Twenty years since Beirut stopped being the Middle East's most war-torn city, recent tensions elsewhere have left many citizens deeply uncomfortable.
In Beirut, the jacaranda trees are in blossom, their perfumed purple flowers swaying in the breeze off the Mediterranean.
It should be a perfect time. They are having a long weekend to celebrate the 12th anniversary of Israel's withdrawal from the zone it occupied in the south.
It is early summer, and for the secular Lebanese that means the beach, the pool and the worship of the god of the suntan. My hotel used to be pleasantly scruffy, with an old fashioned oblong pool that was excellent for doing lengths.
It has been renovated, and now the pool has been turned into a place to pose, with a swim-in bar where you can wallow to check out whichever sex you find most interesting, or to do a watery dance to the music pumping out of the speakers.
Surgeons and silicone, not nature, shape some of the flesh on display. It is trendy and one of the places to go in a city where, for some people with a bit of money, image matters more than almost anything else.
For those who do not want to lose themselves in Beirut's hedonism, or cannot afford to, identity generally matters a lot more than the show.
Lebanon is a patchwork of 18 officially recognised sects, and this last week the fault lines between them have been flexing in a way that makes the Lebanese, with their history of civil war, feel deeply uncomfortable.
Hanging out at the pool might help the fortunate few put it out of their minds, but not far away people have died violently in sectarian incidents that bring back bad memories.
It is 20 years since Beirut stopped being the Middle East's most war-torn city.
In many ways it is a huge success story. But those difficult sectarian fault lines will not go away, and it is next door to Syria, which is sinking fast into its own civil war.
Lebanon and Syria have deep, complex connections, and it was always a matter of time before the tension and violence leaked over the border in this direction.
The challenge now is for the leaders of Lebanon's jumpy communities to stop it getting worse.
I have come to Beirut from Cairo, where they were having a proper presidential election, the kind where the voters do not know the outcome in advance.
One evening this week in Cairo I was in the gym on the running machine, watching the news on al-Arabiya, one of the Arabic satellite channels.
It struck me as I puffed along that the message coming from the big screen had none of the optimism that would have been there last spring.
The process of change, the emergence of a new Middle East, has turned out to be long and hard.
A year ago it was possible to hope that the violence that was already happening was temporary.
Libya's civil war is over, but Syria's killing now looks much more like part of the landscape. And the Lebanese are getting very nervous
The bulletin I was watching led with the suicide bombing in Yemen that killed 96 soldiers.

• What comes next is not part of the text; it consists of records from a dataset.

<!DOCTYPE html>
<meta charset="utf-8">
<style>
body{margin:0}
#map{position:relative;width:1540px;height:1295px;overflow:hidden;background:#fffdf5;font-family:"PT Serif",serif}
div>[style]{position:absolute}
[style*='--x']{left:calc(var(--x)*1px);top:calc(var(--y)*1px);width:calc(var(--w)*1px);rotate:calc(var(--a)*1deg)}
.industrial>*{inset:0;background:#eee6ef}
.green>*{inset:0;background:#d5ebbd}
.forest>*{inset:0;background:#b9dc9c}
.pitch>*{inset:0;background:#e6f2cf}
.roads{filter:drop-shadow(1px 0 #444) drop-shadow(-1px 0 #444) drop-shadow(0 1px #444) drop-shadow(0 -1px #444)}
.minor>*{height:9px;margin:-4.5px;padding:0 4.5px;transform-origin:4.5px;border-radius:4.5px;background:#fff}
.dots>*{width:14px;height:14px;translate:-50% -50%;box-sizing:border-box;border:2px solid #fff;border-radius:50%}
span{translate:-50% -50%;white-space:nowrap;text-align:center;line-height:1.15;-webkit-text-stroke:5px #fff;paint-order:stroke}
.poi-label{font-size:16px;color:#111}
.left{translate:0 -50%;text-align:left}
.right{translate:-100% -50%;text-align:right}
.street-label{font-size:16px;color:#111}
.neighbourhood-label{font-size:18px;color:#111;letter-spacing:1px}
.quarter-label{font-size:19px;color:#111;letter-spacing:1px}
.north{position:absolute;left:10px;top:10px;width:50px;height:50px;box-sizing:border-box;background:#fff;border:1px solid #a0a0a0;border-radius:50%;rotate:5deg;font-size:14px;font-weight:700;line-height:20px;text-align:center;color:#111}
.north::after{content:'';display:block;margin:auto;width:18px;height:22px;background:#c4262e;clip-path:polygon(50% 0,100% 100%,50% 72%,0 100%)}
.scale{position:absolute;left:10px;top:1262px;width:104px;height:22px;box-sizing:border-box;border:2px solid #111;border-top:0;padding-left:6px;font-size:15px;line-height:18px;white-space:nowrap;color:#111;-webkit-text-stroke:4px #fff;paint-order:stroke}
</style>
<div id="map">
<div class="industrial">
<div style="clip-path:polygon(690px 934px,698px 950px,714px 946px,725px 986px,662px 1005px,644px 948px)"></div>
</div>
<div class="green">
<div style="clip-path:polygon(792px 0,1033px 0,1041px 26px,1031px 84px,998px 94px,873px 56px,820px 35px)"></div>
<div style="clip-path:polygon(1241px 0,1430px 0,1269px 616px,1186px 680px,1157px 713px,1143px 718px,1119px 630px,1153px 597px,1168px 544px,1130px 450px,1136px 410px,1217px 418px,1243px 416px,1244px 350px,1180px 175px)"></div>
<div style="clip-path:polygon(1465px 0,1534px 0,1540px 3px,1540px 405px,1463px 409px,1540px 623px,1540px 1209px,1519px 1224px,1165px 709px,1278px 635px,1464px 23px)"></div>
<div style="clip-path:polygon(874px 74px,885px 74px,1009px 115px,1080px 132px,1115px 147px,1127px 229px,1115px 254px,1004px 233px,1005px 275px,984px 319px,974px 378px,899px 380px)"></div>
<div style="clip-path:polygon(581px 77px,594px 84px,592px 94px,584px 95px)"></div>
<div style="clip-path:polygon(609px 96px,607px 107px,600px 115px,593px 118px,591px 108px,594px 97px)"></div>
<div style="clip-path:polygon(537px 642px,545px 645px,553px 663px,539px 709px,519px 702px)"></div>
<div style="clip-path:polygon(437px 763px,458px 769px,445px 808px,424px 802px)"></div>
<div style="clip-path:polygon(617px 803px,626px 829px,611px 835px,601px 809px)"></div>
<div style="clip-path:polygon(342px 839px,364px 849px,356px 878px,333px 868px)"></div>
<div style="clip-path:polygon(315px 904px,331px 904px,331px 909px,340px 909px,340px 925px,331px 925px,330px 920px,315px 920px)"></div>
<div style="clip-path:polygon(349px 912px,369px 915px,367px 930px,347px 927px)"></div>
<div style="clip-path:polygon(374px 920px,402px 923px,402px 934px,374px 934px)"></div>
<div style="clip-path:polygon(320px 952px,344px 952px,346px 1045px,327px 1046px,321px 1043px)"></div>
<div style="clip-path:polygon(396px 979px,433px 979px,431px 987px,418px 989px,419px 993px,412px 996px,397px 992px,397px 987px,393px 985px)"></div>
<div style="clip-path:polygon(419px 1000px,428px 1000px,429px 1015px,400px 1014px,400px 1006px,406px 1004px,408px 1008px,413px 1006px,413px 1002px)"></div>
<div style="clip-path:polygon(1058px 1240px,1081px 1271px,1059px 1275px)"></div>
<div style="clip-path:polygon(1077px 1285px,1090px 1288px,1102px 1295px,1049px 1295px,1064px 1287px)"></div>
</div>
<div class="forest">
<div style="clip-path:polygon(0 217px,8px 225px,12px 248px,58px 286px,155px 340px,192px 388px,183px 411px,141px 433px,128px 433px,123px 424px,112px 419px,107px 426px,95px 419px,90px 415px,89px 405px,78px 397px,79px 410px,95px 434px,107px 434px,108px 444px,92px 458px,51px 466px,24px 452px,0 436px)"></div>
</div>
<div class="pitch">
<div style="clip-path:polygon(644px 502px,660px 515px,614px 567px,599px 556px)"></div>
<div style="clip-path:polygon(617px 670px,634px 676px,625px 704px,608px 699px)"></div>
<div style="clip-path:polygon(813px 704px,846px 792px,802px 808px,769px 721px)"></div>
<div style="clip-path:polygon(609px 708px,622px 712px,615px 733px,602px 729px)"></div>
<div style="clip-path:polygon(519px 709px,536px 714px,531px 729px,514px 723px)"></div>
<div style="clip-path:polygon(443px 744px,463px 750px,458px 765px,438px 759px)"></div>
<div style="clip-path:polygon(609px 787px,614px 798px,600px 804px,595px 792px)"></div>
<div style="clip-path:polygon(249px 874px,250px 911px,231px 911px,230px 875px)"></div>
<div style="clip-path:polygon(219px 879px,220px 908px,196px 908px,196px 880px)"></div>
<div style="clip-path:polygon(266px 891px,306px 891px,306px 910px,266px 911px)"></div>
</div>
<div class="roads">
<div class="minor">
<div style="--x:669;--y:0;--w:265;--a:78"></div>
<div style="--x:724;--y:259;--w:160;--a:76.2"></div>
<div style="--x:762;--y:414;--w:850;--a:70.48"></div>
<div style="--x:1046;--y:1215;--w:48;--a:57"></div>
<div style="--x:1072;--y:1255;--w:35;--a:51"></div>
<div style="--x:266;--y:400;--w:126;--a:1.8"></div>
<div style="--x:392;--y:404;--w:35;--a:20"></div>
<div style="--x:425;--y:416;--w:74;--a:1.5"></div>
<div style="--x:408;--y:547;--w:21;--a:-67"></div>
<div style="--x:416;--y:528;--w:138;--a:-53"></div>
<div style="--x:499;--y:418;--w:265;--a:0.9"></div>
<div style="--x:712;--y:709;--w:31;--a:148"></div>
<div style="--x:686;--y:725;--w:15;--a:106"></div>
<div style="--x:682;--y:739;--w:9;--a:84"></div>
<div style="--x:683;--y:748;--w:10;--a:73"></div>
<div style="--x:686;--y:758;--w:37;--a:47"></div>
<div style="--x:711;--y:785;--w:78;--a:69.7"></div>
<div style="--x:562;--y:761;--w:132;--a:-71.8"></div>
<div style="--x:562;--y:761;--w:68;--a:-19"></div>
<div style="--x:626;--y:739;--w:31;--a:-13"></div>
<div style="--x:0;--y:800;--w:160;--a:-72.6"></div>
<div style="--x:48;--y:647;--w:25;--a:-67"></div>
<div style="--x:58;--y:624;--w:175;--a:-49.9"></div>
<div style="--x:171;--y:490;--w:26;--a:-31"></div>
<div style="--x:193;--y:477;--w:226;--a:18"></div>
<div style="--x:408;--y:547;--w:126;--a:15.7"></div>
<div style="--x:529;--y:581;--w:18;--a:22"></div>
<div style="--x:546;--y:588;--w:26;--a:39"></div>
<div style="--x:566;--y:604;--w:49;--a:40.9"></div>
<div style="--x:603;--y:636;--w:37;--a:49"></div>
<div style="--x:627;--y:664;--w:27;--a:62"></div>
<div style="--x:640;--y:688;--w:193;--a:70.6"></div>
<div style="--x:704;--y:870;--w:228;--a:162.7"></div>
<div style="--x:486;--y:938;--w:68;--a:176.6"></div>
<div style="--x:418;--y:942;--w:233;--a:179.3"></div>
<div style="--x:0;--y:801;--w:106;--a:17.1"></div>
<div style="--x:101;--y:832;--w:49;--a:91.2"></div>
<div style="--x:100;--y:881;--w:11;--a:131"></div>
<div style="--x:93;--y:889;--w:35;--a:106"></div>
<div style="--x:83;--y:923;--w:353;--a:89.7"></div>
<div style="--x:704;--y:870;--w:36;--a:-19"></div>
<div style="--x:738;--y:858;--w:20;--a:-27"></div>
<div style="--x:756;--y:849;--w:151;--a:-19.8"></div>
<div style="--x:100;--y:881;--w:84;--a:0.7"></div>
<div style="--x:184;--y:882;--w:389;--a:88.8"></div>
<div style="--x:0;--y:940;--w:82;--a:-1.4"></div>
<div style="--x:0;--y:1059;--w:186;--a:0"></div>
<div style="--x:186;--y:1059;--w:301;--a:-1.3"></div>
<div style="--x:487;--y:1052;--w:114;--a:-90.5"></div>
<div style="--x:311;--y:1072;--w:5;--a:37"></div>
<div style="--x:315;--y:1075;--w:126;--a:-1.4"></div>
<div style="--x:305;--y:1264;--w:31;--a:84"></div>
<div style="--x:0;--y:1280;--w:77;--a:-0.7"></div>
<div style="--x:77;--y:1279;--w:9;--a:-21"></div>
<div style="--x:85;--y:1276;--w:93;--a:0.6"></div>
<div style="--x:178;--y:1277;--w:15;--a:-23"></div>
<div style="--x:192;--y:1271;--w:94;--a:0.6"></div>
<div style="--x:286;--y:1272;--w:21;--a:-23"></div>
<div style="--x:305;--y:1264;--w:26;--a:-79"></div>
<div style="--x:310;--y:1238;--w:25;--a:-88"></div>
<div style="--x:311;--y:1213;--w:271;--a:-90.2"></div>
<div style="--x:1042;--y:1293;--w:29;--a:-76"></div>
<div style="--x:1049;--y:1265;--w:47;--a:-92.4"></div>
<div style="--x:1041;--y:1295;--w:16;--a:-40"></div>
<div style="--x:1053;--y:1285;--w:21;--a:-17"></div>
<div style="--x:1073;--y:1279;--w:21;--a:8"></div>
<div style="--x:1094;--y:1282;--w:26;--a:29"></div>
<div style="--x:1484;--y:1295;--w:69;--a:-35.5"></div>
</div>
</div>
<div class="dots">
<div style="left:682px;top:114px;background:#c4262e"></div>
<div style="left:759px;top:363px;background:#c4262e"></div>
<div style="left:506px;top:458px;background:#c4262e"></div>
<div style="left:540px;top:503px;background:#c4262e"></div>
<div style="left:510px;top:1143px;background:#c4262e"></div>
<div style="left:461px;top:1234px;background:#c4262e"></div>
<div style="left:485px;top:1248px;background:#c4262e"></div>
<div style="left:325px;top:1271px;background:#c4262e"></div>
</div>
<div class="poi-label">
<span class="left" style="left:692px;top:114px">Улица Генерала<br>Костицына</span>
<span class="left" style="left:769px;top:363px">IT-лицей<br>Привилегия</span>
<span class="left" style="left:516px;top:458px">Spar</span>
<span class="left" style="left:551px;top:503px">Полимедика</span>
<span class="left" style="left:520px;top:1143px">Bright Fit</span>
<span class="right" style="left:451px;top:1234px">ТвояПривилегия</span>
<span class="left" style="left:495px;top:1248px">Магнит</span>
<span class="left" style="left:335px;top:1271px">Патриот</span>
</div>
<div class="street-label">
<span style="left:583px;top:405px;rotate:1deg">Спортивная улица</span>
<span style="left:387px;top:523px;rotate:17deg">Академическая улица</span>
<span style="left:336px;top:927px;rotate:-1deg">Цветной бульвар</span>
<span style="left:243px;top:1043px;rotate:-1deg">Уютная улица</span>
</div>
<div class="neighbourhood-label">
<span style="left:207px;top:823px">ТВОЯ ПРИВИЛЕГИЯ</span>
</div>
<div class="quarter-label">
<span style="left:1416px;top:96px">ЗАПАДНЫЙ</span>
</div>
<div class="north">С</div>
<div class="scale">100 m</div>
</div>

The pictures showed hundreds of uniformed men surging away from the site of the explosion, where scores of unmoving bodies were piled up together.
I know that particular place in Sanaa, the Yemeni capital. It is a wide, straight parade ground that is used as part of a highway most of the time.
The aggressive and ambitious local affiliate of al-Qaeda said they did it. They are the same people who have got worryingly close to blowing up airliners with bombs hidden in underwear.
The attack in Sanaa, well away from al-Qaeda's strongholds in Yemen, is a heavy blow for the new government.
And so the Arabiya news went on. Families weeping over the shrouded bodies of dead children. Graphics framed by barbed wire.
Not everything was unrelentingly terrible. In Baghdad, negotiations between Iran and the world's big powers about its nuclear programme might eventually lead to a deal that takes some of the steam out of what could become a global crisis.
And of course the Egyptians are having their presidential election, not perfect democracy yet but going in the right direction.
It seems to have re-energised Egyptians who were getting very pessimistic about the future.
Their country still has huge problems, but they have had a reminder this week that their country was really changed by the revolution.
For a short time last year it looked as if the drama in the Middle East might be over by the summer. The dominoes seemed to be tumbling, like they did in Europe in 1989.
Irreversible change is happening. But it is clear now that the way ahead is long and hard, and it will be years, not months, before the Arabs and their neighbours get to the end of it.